*** Opening The input ***
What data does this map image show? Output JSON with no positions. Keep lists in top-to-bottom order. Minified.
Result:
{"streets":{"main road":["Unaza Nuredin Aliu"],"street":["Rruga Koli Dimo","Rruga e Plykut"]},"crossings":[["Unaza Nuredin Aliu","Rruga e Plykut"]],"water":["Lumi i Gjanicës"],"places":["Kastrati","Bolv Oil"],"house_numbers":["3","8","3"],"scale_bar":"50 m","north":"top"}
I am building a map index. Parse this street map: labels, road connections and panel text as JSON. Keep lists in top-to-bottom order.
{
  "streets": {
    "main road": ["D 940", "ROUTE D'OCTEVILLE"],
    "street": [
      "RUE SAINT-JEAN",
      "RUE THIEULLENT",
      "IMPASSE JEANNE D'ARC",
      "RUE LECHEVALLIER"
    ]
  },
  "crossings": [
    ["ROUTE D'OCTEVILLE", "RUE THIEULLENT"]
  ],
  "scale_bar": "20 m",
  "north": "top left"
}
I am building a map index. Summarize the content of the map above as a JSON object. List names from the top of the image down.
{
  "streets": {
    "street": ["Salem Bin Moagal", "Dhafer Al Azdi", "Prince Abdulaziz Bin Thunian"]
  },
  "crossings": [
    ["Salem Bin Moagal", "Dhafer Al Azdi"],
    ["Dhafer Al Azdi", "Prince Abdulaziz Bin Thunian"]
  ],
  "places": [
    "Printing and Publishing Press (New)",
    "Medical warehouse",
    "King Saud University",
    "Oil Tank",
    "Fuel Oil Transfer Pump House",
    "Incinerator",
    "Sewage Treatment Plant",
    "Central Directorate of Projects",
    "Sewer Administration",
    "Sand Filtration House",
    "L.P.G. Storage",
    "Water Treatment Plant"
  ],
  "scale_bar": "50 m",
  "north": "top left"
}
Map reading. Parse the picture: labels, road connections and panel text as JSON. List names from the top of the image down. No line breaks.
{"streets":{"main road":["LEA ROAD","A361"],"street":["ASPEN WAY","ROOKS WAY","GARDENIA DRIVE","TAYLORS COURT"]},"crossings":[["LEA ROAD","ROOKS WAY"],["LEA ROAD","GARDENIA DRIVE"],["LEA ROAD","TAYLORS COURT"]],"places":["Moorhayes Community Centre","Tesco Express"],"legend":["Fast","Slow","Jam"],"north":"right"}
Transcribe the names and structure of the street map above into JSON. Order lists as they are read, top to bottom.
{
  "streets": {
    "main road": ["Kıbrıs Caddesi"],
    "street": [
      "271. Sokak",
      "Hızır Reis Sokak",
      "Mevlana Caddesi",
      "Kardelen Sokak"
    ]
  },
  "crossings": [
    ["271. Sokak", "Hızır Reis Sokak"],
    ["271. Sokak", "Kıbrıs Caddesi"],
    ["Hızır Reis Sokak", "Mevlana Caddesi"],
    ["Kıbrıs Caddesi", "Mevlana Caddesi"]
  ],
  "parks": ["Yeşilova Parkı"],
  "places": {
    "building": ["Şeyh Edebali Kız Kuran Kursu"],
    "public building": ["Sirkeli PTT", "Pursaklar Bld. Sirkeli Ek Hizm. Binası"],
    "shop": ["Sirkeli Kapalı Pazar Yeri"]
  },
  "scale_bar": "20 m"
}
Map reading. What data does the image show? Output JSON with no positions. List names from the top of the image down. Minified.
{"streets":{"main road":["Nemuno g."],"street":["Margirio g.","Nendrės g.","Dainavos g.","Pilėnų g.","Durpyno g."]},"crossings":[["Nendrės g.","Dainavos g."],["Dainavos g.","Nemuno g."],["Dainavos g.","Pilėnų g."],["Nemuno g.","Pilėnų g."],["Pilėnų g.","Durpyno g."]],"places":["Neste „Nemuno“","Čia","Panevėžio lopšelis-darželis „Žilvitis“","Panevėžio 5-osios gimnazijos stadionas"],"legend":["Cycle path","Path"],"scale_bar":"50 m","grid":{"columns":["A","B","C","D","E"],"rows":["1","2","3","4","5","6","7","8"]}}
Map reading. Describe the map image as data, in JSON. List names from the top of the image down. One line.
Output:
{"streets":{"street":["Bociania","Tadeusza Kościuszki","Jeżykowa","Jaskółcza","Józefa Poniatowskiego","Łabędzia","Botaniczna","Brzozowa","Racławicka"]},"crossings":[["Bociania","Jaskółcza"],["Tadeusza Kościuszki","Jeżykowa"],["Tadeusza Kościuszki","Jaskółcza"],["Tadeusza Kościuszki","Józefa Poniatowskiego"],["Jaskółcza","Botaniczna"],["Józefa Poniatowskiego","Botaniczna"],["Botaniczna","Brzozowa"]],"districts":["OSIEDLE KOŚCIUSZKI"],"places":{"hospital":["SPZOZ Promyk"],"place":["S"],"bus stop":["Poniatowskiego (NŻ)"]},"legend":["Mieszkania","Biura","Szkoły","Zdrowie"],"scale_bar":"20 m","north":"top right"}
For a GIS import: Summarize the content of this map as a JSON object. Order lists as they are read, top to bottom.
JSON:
*** Closing The input ***
- _Task to carry out_
Please repeat the listing exactly, with nothing left out.

- _Output for this exercise_
What data does this map image show? Output JSON with no positions. Keep lists in top-to-bottom order. Minified.
Result:
{"streets":{"main road":["Unaza Nuredin Aliu"],"street":["Rruga Koli Dimo","Rruga e Plykut"]},"crossings":[["Unaza Nuredin Aliu","Rruga e Plykut"]],"water":["Lumi i Gjanicës"],"places":["Kastrati","Bolv Oil"],"house_numbers":["3","8","3"],"scale_bar":"50 m","north":"top"}
I am building a map index. Parse this street map: labels, road connections and panel text as JSON. Keep lists in top-to-bottom order.
{
  "streets": {
    "main road": ["D 940", "ROUTE D'OCTEVILLE"],
    "street": [
      "RUE SAINT-JEAN",
      "RUE THIEULLENT",
      "IMPASSE JEANNE D'ARC",
      "RUE LECHEVALLIER"
    ]
  },
  "crossings": [
    ["ROUTE D'OCTEVILLE", "RUE THIEULLENT"]
  ],
  "scale_bar": "20 m",
  "north": "top left"
}
I am building a map index. Summarize the content of the map above as a JSON object. List names from the top of the image down.
{
  "streets": {
    "street": ["Salem Bin Moagal", "Dhafer Al Azdi", "Prince Abdulaziz Bin Thunian"]
  },
  "crossings": [
    ["Salem Bin Moagal", "Dhafer Al Azdi"],
    ["Dhafer Al Azdi", "Prince Abdulaziz Bin Thunian"]
  ],
  "places": [
    "Printing and Publishing Press (New)",
    "Medical warehouse",
    "King Saud University",
    "Oil Tank",
    "Fuel Oil Transfer Pump House",
    "Incinerator",
    "Sewage Treatment Plant",
    "Central Directorate of Projects",
    "Sewer Administration",
    "Sand Filtration House",
    "L.P.G. Storage",
    "Water Treatment Plant"
  ],
  "scale_bar": "50 m",
  "north": "top left"
}
Map reading. Parse the picture: labels, road connections and panel text as JSON. List names from the top of the image down. No line breaks.
{"streets":{"main road":["LEA ROAD","A361"],"street":["ASPEN WAY","ROOKS WAY","GARDENIA DRIVE","TAYLORS COURT"]},"crossings":[["LEA ROAD","ROOKS WAY"],["LEA ROAD","GARDENIA DRIVE"],["LEA ROAD","TAYLORS COURT"]],"places":["Moorhayes Community Centre","Tesco Express"],"legend":["Fast","Slow","Jam"],"north":"right"}
Transcribe the names and structure of the street map above into JSON. Order lists as they are read, top to bottom.
{
  "streets": {
    "main road": ["Kıbrıs Caddesi"],
    "street": [
      "271. Sokak",
      "Hızır Reis Sokak",
      "Mevlana Caddesi",
      "Kardelen Sokak"
    ]
  },
  "crossings": [
    ["271. Sokak", "Hızır Reis Sokak"],
    ["271. Sokak", "Kıbrıs Caddesi"],
    ["Hızır Reis Sokak", "Mevlana Caddesi"],
    ["Kıbrıs Caddesi", "Mevlana Caddesi"]
  ],
  "parks": ["Yeşilova Parkı"],
  "places": {
    "building": ["Şeyh Edebali Kız Kuran Kursu"],
    "public building": ["Sirkeli PTT", "Pursaklar Bld. Sirkeli Ek Hizm. Binası"],
    "shop": ["Sirkeli Kapalı Pazar Yeri"]
  },
  "scale_bar": "20 m"
}
Map reading. What data does the image show? Output JSON with no positions. List names from the top of the image down. Minified.
{"streets":{"main road":["Nemuno g."],"street":["Margirio g.","Nendrės g.","Dainavos g.","Pilėnų g.","Durpyno g."]},"crossings":[["Nendrės g.","Dainavos g."],["Dainavos g.","Nemuno g."],["Dainavos g.","Pilėnų g."],["Nemuno g.","Pilėnų g."],["Pilėnų g.","Durpyno g."]],"places":["Neste „Nemuno“","Čia","Panevėžio lopšelis-darželis „Žilvitis“","Panevėžio 5-osios gimnazijos stadionas"],"legend":["Cycle path","Path"],"scale_bar":"50 m","grid":{"columns":["A","B","C","D","E"],"rows":["1","2","3","4","5","6","7","8"]}}
Map reading. Describe the map image as data, in JSON. List names from the top of the image down. One line.
Output:
{"streets":{"street":["Bociania","Tadeusza Kościuszki","Jeżykowa","Jaskółcza","Józefa Poniatowskiego","Łabędzia","Botaniczna","Brzozowa","Racławicka"]},"crossings":[["Bociania","Jaskółcza"],["Tadeusza Kościuszki","Jeżykowa"],["Tadeusza Kościuszki","Jaskółcza"],["Tadeusza Kościuszki","Józefa Poniatowskiego"],["Jaskółcza","Botaniczna"],["Józefa Poniatowskiego","Botaniczna"],["Botaniczna","Brzozowa"]],"districts":["OSIEDLE KOŚCIUSZKI"],"places":{"hospital":["SPZOZ Promyk"],"place":["S"],"bus stop":["Poniatowskiego (NŻ)"]},"legend":["Mieszkania","Biura","Szkoły","Zdrowie"],"scale_bar":"20 m","north":"top right"}
For a GIS import: Summarize the content of this map as a JSON object. Order lists as they are read, top to bottom.
JSON:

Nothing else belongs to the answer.